• _Problem_
From the line that contains "Give me a JSON" to the final line of the entries below, write out every line exactly as it appears, and nothing else.
== Supplied material ==
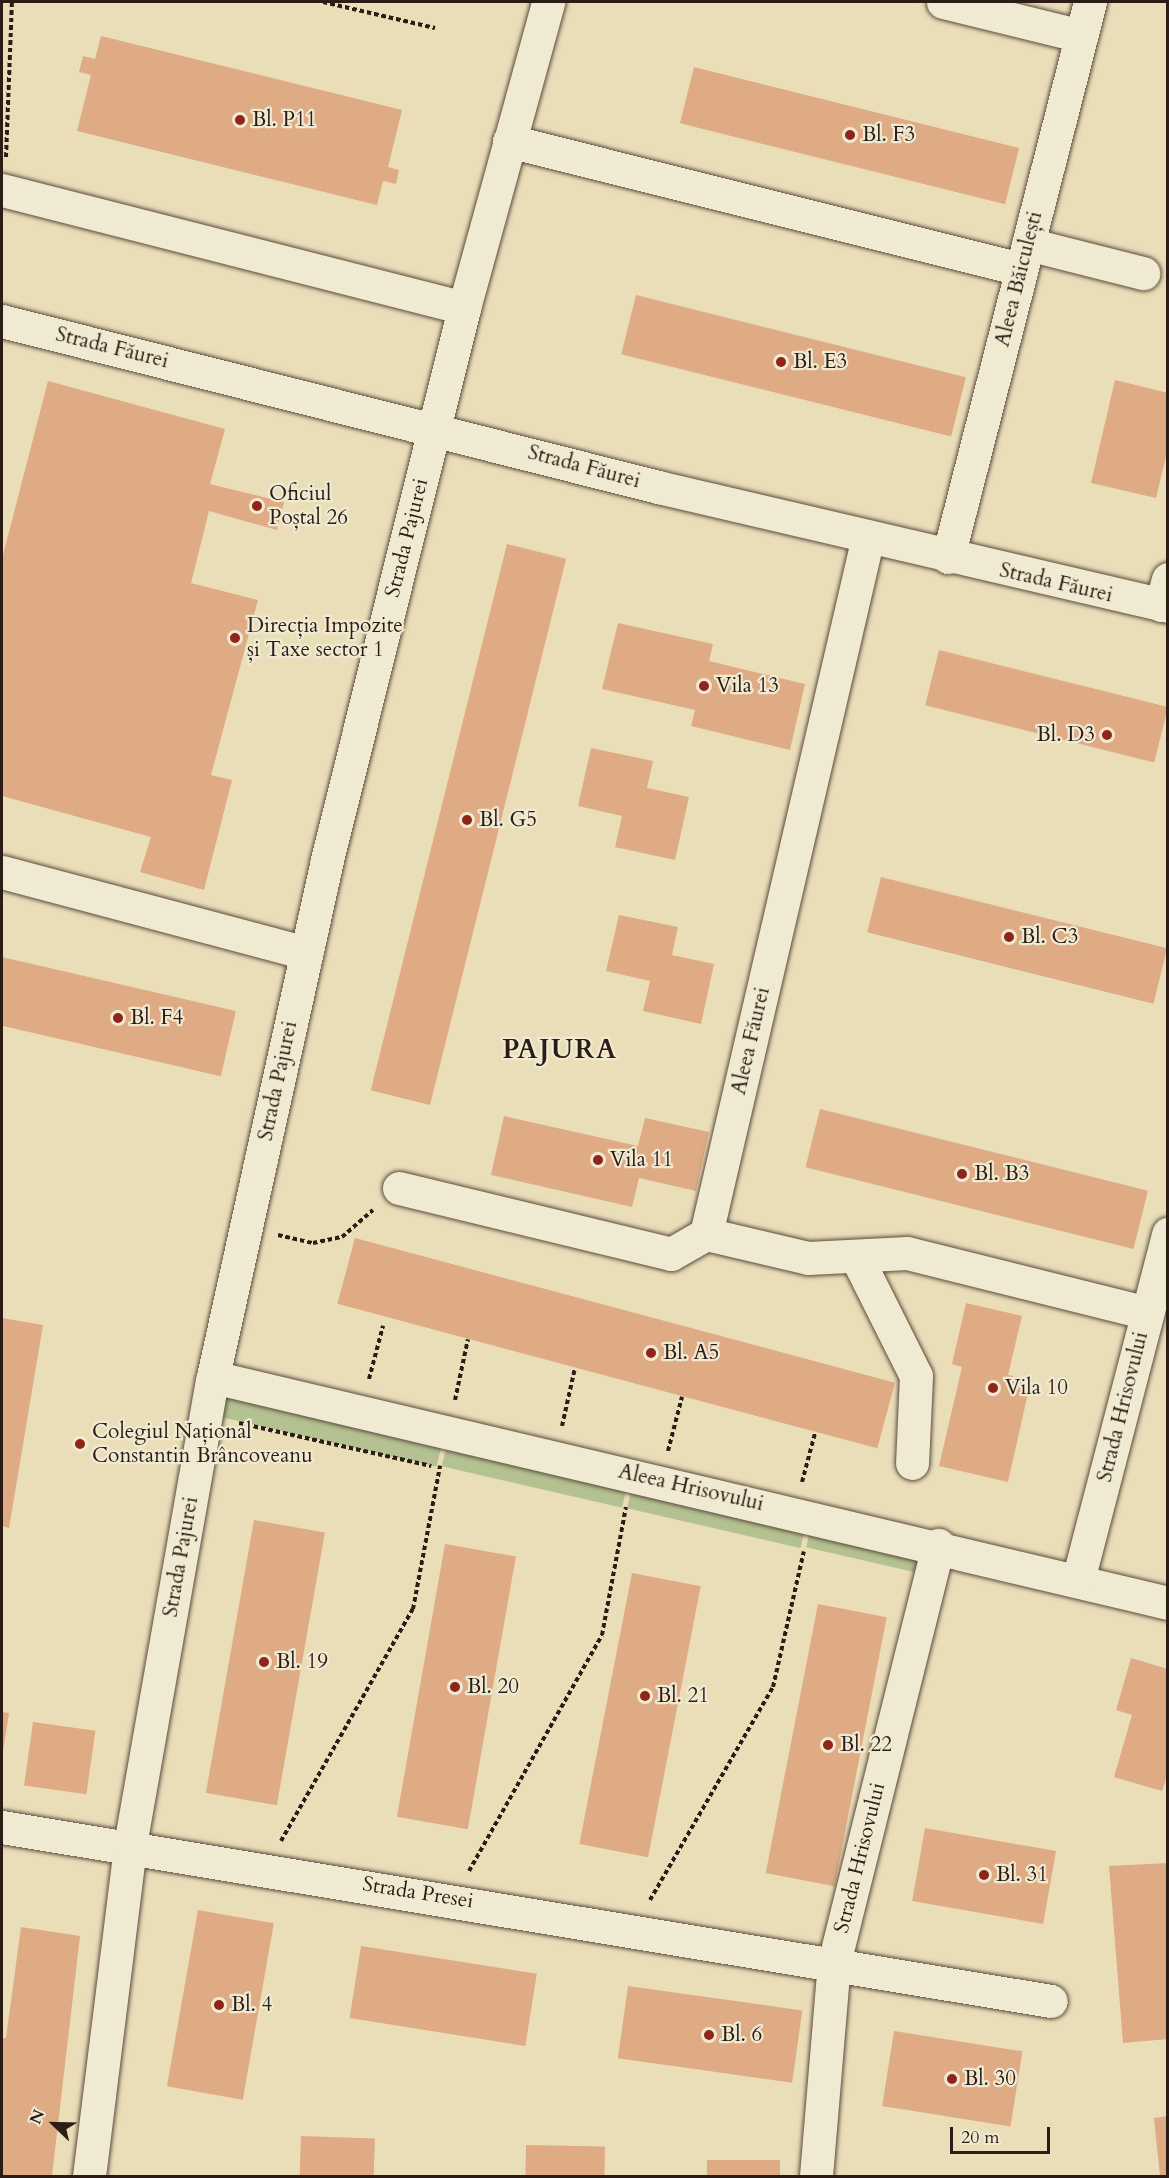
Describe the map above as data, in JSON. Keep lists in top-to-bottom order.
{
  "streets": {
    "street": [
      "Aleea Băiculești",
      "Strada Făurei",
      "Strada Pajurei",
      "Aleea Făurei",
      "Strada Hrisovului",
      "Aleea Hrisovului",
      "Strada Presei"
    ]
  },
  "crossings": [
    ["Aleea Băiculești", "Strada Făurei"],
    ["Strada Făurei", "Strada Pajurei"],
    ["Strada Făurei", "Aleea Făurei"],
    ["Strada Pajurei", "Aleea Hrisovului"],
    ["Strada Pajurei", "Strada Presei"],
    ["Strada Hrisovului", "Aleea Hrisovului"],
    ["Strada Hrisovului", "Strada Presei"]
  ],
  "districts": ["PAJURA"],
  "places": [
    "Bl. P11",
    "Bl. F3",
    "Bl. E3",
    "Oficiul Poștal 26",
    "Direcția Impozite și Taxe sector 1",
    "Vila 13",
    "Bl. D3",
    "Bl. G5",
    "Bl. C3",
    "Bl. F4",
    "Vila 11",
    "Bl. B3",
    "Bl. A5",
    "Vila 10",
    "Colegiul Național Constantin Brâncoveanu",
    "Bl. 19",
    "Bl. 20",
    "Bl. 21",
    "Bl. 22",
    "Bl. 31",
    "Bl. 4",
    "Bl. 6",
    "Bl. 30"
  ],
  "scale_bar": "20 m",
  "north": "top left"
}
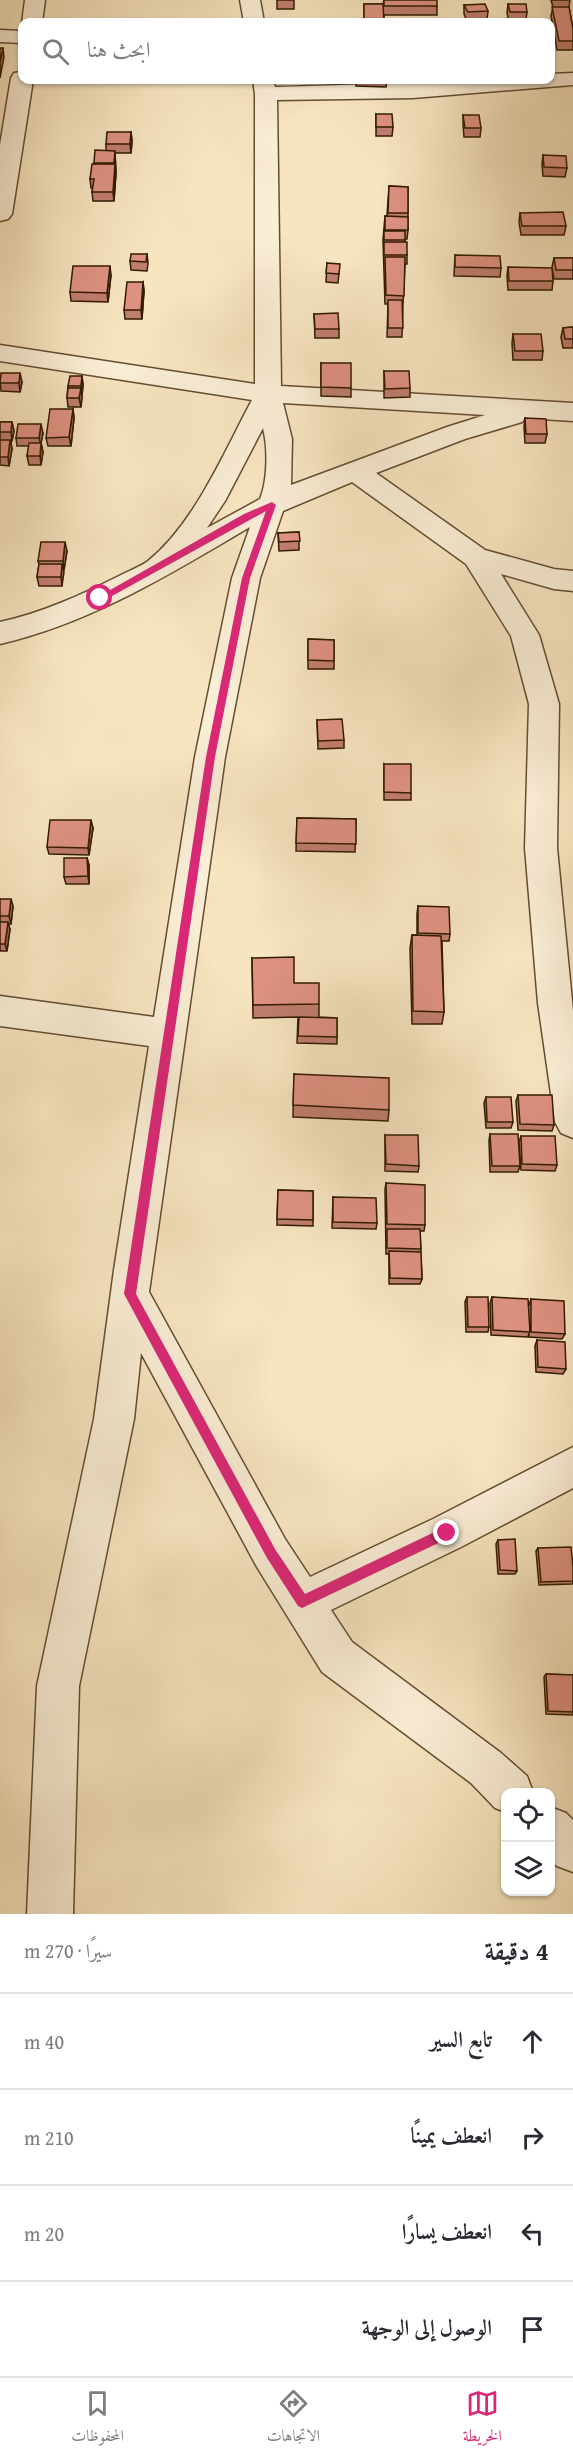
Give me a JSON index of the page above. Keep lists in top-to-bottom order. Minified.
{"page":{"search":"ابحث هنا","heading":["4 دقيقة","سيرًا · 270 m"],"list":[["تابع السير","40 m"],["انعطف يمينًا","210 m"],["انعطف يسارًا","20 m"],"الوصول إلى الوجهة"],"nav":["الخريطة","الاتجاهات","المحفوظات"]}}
===
• _Reply_
Give me a JSON index of the page above. Keep lists in top-to-bottom order. Minified.
{"page":{"search":"ابحث هنا","heading":["4 دقيقة","سيرًا · 270 m"],"list":[["تابع السير","40 m"],["انعطف يمينًا","210 m"],["انعطف يسارًا","20 m"],"الوصول إلى الوجهة"],"nav":["الخريطة","الاتجاهات","المحفوظات"]}}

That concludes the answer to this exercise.